At Tuesday’s Mono County Board of Supervisors meeting, Ralph Lockhart of June’s Double Eagle Resort and Spa pitched the formation of a June Lake TBID to the Board.
It’s in the “proposal and formulation stage,” Lockhart told The Sheet Wednesday. Why does June Lake need a TBID? “To achieve for June Lake the same thing that all of the businesses in Mammoth Lakes are enjoying with Mammoth Lakes Tourism,” said Lockhart.
To recap, TBID works like this.
Local businesses – in this case, those in June – gather to vote and agree on a percentage assessment. Usually around 1%. Typically, assessments are applied to just lodging. But, that’s not always the case. Mammoth’s TBID assesses lodging, restaurants, retail, and the ski area. In these early stages, the TBID assessments are a Build Your Own Adventure for whichever businesses agree to be assessed. Could just be lodging. Could be lodging and restaurants.
The money made from the assessment goes into a pile, typically handled by whatever organization is designated to spend it (e.g. Mammoth Lakes Tourism). The money can only be spent on what was agreed upon at the TBID’s onset.
“Stocking fish, or trash cleanup, or additional advertising, or supplies and promotions for events that you’d like to hold and grown in your community to make the place more interesting,” said Lockhart.
“We’ve been talking about this for a while with both local businesses and with the June Lake Chamber of Commerce,” said Lockhart. Essentially, he made Tuesday’s presentation to the Board on behalf of the Chamber of Commerce, he explained.
At the meeting, the Chamber requested that the County fund the consultation fee with Civitas Partners for the development and implementation of the potential TBID.
From the County, to seed June Lake’s potential TBID.
Supervisor Jennifer Kreitz was the only “No” vote.
During a phone call the following day, Kreitz explained her opposition.
First, Mono County already benefits from the Mammoth TBID. The renewal of which was not fully supported by the Mammoth community.
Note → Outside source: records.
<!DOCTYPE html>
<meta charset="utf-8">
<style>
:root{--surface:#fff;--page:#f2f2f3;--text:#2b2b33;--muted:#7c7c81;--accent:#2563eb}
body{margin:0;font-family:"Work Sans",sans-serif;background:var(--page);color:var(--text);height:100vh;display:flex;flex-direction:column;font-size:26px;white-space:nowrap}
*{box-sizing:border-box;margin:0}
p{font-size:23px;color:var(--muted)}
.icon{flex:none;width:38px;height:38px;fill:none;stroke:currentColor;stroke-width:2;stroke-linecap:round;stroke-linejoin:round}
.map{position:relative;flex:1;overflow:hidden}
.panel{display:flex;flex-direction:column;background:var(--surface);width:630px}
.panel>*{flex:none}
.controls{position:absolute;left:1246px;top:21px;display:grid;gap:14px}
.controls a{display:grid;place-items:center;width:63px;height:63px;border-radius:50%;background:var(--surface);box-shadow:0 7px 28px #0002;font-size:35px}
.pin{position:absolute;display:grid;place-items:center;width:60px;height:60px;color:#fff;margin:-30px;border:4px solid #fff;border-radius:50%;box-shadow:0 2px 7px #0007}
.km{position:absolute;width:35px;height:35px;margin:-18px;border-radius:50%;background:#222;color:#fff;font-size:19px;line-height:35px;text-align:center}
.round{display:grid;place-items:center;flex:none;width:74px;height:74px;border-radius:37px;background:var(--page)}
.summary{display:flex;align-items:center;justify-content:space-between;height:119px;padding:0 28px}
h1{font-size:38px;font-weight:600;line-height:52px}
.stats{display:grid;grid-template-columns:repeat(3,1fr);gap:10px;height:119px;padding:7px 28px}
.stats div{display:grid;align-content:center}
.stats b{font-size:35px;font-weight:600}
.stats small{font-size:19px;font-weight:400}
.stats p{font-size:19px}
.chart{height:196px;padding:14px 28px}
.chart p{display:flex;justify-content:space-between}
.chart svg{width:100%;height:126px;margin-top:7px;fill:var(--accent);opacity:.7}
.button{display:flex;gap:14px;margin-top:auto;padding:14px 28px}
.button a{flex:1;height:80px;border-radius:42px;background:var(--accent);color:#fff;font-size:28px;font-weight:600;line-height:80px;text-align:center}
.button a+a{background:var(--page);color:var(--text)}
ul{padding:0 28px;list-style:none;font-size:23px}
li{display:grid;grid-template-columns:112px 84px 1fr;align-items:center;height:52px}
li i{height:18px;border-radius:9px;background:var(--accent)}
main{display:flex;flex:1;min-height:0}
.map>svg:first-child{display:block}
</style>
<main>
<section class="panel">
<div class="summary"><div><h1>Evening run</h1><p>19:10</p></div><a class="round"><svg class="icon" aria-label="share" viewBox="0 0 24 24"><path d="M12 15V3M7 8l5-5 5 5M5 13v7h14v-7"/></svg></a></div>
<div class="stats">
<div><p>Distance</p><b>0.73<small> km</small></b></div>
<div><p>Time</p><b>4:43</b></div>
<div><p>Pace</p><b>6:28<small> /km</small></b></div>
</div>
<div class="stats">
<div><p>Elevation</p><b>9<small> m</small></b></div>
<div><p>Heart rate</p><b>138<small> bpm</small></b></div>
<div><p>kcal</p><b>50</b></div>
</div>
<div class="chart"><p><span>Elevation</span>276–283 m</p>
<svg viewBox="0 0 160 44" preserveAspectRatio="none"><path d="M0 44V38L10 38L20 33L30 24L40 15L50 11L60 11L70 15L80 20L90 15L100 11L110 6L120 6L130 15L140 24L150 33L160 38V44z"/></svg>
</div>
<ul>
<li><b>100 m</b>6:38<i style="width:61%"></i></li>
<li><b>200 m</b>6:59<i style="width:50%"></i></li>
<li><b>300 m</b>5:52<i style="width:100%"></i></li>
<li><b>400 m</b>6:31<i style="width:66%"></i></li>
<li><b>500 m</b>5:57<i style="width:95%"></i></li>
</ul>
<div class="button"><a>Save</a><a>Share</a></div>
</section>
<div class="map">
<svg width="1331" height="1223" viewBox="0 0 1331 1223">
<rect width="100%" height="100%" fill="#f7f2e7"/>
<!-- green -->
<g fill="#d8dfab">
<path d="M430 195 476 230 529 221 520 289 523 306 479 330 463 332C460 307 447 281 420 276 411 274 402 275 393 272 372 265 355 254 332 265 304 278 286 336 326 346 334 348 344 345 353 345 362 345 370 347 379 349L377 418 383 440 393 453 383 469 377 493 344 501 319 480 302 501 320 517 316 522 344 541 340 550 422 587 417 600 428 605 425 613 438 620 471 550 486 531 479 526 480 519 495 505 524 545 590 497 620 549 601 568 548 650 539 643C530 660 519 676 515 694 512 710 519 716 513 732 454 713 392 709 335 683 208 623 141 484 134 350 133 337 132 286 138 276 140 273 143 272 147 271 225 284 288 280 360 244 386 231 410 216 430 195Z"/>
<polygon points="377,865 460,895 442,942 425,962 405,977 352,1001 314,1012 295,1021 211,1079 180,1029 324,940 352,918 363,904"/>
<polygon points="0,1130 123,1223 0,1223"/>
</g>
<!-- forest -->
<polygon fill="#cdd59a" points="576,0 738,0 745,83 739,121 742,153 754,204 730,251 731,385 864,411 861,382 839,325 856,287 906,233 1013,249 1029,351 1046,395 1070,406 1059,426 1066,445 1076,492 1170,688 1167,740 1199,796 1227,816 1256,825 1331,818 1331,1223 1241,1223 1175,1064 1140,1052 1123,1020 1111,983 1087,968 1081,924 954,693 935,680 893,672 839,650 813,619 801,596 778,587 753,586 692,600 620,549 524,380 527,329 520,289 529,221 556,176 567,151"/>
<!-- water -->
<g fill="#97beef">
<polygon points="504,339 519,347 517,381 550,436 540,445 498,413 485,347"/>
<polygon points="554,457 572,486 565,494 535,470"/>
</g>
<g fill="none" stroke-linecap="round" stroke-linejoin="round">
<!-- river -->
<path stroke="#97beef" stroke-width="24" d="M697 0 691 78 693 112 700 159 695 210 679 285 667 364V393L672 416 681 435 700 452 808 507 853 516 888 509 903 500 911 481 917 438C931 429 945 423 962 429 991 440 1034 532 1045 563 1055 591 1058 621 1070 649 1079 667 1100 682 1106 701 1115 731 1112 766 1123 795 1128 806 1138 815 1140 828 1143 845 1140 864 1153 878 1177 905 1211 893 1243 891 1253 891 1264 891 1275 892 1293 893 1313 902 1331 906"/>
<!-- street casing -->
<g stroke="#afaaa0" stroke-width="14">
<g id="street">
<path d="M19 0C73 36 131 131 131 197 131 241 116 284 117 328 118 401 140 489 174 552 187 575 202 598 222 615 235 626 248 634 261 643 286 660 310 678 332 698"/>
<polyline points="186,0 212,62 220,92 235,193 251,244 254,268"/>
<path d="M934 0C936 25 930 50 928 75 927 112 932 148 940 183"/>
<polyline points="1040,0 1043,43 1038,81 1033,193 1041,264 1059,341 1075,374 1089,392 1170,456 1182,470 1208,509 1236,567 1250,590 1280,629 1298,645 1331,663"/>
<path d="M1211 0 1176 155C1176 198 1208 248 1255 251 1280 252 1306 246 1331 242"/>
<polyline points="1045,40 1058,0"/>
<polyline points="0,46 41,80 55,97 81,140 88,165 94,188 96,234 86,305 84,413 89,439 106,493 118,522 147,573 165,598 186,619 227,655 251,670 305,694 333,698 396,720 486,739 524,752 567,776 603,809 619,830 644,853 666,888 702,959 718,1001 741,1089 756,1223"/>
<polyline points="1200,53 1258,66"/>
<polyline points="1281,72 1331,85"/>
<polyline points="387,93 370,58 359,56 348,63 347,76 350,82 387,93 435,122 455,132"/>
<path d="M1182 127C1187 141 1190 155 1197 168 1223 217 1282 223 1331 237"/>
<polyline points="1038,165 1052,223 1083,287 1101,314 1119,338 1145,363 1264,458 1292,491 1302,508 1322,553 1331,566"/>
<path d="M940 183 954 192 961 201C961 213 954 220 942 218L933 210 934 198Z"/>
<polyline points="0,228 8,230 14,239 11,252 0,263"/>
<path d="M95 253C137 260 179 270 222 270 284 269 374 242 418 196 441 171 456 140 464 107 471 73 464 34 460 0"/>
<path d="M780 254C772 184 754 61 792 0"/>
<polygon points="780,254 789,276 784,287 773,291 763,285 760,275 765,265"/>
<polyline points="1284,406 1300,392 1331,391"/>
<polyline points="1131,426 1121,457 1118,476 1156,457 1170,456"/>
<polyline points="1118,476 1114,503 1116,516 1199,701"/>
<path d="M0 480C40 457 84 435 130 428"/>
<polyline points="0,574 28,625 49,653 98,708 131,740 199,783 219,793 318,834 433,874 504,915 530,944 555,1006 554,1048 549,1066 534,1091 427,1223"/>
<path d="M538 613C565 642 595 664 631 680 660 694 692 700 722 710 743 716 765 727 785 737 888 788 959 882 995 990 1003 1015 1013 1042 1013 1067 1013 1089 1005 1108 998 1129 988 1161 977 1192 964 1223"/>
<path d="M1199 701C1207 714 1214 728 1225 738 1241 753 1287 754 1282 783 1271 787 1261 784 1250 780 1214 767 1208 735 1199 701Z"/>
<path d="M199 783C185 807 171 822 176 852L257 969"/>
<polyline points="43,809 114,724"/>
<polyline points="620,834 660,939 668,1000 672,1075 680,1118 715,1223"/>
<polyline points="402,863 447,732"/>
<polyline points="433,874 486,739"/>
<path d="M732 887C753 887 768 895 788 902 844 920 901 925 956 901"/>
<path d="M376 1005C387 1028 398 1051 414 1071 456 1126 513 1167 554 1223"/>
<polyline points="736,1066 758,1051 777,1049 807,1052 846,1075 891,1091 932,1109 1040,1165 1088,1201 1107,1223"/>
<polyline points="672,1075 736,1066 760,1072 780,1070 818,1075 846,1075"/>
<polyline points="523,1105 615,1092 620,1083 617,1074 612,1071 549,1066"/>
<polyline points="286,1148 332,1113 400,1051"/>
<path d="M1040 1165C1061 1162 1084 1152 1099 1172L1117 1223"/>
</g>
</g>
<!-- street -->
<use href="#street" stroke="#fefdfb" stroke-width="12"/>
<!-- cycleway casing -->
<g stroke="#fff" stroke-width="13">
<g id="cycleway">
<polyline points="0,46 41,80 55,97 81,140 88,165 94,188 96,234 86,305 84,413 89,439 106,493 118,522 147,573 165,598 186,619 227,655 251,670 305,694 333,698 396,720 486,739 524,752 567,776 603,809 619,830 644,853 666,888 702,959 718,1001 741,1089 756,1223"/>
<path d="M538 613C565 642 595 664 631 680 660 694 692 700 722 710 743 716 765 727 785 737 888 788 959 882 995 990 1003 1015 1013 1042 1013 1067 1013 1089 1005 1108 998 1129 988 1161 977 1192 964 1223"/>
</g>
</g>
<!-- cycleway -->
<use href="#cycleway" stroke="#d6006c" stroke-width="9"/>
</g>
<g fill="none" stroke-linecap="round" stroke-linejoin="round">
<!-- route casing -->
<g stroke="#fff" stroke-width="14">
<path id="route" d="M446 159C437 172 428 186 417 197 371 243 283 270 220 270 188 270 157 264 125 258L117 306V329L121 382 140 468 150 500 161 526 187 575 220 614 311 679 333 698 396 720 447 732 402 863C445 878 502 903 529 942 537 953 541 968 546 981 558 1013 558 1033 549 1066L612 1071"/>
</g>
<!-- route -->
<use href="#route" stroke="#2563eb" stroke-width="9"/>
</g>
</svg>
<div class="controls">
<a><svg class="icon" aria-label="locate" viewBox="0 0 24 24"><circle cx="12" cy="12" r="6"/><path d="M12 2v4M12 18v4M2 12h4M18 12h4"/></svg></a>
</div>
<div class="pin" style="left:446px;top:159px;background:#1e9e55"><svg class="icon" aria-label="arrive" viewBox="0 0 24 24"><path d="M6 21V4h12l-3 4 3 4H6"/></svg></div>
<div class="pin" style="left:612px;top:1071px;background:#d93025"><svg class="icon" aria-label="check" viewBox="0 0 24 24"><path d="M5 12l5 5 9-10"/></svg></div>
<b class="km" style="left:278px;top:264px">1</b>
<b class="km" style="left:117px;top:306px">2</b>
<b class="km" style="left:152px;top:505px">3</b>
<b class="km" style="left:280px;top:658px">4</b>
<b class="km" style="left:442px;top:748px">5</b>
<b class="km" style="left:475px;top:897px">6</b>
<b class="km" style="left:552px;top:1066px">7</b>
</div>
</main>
Second, Kreitz said that the County has been discussing increasing the bed tax, or Transient Occupancy Tax, since she came on board. An increase in County TOT would bring in funds for the County to spend on an array of public projects. Kreitz worries that a June Lake TBID assessment might create a barrier to increasing that TOT later on down the road. As in, the assessment people would pay for TBID, combined with the assessment they’d pay with an increased TOT, would be too much of a burden. And the TOT increase wouldn’t get passed.
Third, adding a TBID affects pretty much every patron in the area, including residents if the assessment is levied on businesses like restaurants and retail. But, it’s not something that those residents get to vote on.
Taxation without representation.
Kreitz supports the raising of funds by the June Lake business community to pay the $47,000 fee. But, she’s wary of using county funds to fund something that doesn’t necessarily benefit the whole county and is not voted on by the residents of the county.
During the meeting, Supervisor Peters commented, “We are a tourism-based economy and we need to continue to market tourism.” He supported figuring out a way the county could fund the $47,000 TBID exploration.
Supervisor Salcido was “extremely supportive” in proceeding with the project. “I applaud June Lake for being proactive in this,” she said.
The Supervisors voted to further pursue how the County could support the June Lake Chamber of Commerce in providing funds for the consulting fee.
Justin Walsh of June Lake Brewing (JLB) described any additional marketing “frivolous” if it came before infrastructure improvements to June. Specifically, municipal parking.
“We don’t have enough parking spots for more people,” he said. For the past couple weeks on Fridays and Saturdays, every single one of his 43 JLB parking spots are full. People park in the road, in front of yards and driveways. He advises against it. Above and beyond any marketing efforts, he said, he wants parking. More parking would facilitate more business, he explained.
Walsh said he had not heard about the potential TBID, nor the Chamber’s proposal to the County.
“I feel that businesses are adequate at marketing [in June],” said Walsh – before marketing, let there be infrastructure.